Australia may be left with almost a $1tn health bill by 2050 if it doesn’t boost the take-up of electric vehicles, according to a new report released on Sunday.
But this could be slashed in half by setting an ambitious target to convert every car in the country to electric by 2035.
The modelling was released by the Australian Conservation Foundation (ACF), which commissioned accounting firm Deloitte to examine the community benefit from increasing the uptake of electric vehicles (EVs).
A “bespoke economic model” was used to examine three scenarios: whereby Australia achieved net-zero road transport emissions in 2035, 2040 and 2050. These scenarios compared the cost of air, noise, water and greenhouse gas pollution caused by petrol- and diesel-powered cars, and those of EVs.
Petrol cars contribute heavily to air, noise and water pollution through the particles emitted from the exhaust and through the waste grease, oil and rubber needed to run them. By contrast, electric vehicles have fewer components and more efficient motors.
As this pollution leads to illness, the cost ends up being borne by the health system.
The report found that under the “business as usual” scenario – where nothing is done to support uptake – costs will mount to $864.9bn by 2050, with air pollution alone amounting to $488.2bn.
New South Wales and Victoria will bear the brunt as the most populous states, with costs mounting to $257.7bn and $203.6bn respectively. On a per-capita basis, the combined use of private transport and freight was greatest in Western Australia, where the cost was $43,900 per person.
However, in a scenario where EVs made up 26% of the private car fleet by 2030 and 100% by 2050, Australia would avoid $233bn in costs. A more ambitious scenario where a 28% share is achieved by 2030 and full uptake in 2045 would see $335bn in costs side-stepped.
A rapid transition of the entire private car fleet to EV by 2035, when coupled with better public transport systems, would see $492bn in costs avoided.
Dr Eamon McGinn, a partner at Deloitte Access Economics, said while these figures were broadly understood among government departments, they are “not front of mind” for many people.

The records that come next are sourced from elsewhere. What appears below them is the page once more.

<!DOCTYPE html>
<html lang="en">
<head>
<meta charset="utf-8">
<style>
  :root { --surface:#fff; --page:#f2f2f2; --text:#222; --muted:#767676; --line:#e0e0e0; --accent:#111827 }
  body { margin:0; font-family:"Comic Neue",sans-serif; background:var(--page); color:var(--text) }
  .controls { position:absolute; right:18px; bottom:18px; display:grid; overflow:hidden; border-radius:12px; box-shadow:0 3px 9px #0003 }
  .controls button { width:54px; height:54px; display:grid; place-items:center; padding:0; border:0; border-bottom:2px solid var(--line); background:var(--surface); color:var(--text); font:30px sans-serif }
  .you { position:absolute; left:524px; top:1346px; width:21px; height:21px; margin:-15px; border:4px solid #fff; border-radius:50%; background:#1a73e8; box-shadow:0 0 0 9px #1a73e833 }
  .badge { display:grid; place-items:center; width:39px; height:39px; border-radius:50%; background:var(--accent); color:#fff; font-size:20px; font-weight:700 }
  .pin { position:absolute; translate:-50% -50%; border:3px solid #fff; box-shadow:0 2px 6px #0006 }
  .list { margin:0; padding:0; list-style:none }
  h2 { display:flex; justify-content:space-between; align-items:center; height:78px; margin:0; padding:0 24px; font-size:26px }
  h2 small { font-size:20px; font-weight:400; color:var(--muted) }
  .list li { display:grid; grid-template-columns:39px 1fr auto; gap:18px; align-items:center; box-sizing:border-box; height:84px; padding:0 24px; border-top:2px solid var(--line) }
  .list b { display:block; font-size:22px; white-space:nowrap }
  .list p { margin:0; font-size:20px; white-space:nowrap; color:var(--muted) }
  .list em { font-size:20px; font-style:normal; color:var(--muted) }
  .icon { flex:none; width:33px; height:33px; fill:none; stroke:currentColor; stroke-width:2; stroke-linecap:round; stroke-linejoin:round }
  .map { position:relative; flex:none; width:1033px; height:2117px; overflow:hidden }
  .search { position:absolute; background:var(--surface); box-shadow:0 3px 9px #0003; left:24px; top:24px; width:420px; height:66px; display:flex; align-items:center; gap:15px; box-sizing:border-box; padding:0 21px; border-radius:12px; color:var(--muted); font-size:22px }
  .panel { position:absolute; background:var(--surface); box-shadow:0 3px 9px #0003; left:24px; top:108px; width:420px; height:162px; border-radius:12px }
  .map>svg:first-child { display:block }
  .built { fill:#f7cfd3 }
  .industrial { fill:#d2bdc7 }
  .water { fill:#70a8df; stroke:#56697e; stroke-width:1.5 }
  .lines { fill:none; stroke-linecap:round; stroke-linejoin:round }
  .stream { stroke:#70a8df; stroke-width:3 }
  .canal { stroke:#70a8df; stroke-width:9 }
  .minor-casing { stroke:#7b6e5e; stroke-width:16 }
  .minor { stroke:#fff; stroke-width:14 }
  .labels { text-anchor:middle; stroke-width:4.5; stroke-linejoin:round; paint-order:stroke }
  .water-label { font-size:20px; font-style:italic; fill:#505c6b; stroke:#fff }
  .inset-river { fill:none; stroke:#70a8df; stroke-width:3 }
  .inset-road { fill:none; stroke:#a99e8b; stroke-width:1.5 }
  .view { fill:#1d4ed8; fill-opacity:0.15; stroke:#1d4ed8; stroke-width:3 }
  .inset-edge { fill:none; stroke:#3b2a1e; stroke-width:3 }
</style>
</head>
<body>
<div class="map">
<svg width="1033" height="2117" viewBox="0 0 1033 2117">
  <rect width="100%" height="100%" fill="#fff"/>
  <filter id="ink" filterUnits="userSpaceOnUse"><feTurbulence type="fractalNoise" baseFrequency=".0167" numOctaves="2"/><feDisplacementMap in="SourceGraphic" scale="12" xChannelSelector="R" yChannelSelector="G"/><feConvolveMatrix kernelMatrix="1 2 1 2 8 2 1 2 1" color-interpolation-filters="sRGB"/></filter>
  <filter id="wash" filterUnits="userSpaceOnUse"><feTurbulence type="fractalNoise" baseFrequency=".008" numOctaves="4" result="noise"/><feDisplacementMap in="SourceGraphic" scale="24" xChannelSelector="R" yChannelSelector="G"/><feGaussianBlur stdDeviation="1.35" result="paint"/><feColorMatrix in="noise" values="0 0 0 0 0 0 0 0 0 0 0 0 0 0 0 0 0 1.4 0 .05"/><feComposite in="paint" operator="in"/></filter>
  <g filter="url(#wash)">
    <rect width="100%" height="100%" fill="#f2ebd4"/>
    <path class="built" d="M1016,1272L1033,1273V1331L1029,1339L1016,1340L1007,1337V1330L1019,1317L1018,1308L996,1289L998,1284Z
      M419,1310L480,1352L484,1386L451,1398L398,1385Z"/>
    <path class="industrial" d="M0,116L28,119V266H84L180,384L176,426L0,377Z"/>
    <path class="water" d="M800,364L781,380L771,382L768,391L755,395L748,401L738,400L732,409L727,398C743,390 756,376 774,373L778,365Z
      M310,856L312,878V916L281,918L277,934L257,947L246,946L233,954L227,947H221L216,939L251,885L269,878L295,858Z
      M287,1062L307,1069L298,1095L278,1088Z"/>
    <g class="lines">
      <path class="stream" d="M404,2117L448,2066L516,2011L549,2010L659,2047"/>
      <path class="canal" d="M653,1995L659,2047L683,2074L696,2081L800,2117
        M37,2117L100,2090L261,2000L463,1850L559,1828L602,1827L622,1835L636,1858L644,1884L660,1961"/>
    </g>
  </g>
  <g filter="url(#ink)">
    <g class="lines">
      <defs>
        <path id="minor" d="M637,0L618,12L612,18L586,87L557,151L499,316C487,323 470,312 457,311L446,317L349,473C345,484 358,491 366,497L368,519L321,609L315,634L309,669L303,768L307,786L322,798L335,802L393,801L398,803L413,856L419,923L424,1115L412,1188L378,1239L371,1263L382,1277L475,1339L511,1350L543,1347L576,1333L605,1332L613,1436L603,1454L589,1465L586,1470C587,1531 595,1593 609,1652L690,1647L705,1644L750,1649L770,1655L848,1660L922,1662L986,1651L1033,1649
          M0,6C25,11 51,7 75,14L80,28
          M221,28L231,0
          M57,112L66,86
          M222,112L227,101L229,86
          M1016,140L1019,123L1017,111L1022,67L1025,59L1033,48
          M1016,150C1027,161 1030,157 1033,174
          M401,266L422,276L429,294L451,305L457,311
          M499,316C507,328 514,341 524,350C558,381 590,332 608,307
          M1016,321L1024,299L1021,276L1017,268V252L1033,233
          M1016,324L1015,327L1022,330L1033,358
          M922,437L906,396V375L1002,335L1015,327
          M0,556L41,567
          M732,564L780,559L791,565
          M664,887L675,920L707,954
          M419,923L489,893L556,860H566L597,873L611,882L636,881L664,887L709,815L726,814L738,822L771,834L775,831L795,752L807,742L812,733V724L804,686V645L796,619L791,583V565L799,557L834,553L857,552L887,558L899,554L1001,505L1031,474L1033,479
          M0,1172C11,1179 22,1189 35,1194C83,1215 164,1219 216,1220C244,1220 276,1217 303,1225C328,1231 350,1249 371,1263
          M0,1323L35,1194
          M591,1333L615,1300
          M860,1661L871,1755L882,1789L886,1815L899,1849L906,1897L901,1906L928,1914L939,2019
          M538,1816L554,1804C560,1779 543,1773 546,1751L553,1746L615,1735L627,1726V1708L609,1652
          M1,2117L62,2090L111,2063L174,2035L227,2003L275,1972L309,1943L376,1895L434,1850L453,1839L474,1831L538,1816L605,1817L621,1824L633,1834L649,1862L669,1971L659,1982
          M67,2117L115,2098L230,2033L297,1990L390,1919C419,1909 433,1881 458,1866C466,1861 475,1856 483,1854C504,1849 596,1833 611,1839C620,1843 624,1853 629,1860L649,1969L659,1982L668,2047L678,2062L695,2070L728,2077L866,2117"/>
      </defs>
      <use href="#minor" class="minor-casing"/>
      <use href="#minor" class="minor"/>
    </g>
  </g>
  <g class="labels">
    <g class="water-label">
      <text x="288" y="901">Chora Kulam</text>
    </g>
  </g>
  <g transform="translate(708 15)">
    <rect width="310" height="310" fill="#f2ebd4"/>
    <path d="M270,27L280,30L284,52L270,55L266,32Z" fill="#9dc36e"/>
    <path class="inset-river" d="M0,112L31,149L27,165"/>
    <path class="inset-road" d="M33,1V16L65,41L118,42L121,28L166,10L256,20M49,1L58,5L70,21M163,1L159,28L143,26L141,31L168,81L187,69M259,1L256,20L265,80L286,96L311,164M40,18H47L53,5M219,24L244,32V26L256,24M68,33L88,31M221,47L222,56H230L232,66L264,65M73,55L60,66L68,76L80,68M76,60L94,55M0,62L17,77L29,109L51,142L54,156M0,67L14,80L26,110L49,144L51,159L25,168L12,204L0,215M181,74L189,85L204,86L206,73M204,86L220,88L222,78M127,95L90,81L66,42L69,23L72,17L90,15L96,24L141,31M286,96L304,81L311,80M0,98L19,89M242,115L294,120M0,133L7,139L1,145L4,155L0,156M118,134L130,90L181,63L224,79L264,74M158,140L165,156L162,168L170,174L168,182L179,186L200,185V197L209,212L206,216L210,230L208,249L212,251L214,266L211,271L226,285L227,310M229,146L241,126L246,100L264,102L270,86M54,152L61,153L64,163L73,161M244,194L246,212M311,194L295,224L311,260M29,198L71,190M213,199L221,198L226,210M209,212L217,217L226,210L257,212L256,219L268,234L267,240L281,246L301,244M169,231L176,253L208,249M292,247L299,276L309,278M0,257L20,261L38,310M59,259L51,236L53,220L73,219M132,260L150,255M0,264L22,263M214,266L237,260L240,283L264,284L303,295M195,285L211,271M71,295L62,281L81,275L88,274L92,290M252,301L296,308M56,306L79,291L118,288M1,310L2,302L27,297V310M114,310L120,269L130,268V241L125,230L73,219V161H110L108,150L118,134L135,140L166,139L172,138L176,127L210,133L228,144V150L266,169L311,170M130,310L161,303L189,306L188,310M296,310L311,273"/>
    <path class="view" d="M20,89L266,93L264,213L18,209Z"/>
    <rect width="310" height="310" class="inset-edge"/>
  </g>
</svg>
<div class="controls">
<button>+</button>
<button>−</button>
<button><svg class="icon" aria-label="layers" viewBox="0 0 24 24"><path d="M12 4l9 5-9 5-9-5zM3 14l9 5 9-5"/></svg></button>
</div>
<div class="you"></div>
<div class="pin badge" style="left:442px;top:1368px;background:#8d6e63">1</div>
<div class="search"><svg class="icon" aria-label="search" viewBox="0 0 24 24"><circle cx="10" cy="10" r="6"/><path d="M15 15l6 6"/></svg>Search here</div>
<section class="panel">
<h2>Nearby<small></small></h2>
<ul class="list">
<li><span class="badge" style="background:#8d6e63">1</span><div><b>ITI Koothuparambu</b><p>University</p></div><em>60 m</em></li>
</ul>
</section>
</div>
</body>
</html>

“We create invisible, unborne costs whenever we go driving. Obviously we pay for fuel and the maintenance, but there are these additional costs we impose on our neighbours and our community,” McGinn said.
“We think about petrol costs, we think about getting stuck in traffic. We don’t necessarily think about the noise, or the pollution coming out the tailpipe or the damage to waterways.”
Matt Rose, ACF’s economy and democracy program manager, said the report was unique in that it sought to measure the cost of inaction.
“Transport emissions are the second-largest source of emissions in Australia and they’re growing,” Rose said. “There is a cost to not moving and this shows what those costs are in our built-up city areas.”
The report assumed that all EVs would be powered entirely by renewable energy and obtained its data from the Bureau of Infrastructure and Transport Research Economics, and Australian Transport Assessment and Planning guidelines.
The honorary secretary of Doctors for the Environment, Dr Richard Yin, said independent research suggested the combined pollution from coal-fired power and internal combustion engines caused 5,000 deaths a year, with some studies finding the cost to the health system running as high as $24bn a year.
“It’s a ginormous hidden cost,” Yin said. “Worldwide for example, there were 8 millions deaths globally in 2018. That’s a year.”
While the goal should be for all electric vehicles to be entirely powered by renewable energy, Yin said there were still benefits even where the power was drawn from coal.
“There are advantages even if you are sourcing power from coal-fired power stations because the vehicles are more efficient,” he said. “The benefits are just multiplied when we transition to renewable energy and get rid of coal-fired power stations as well.”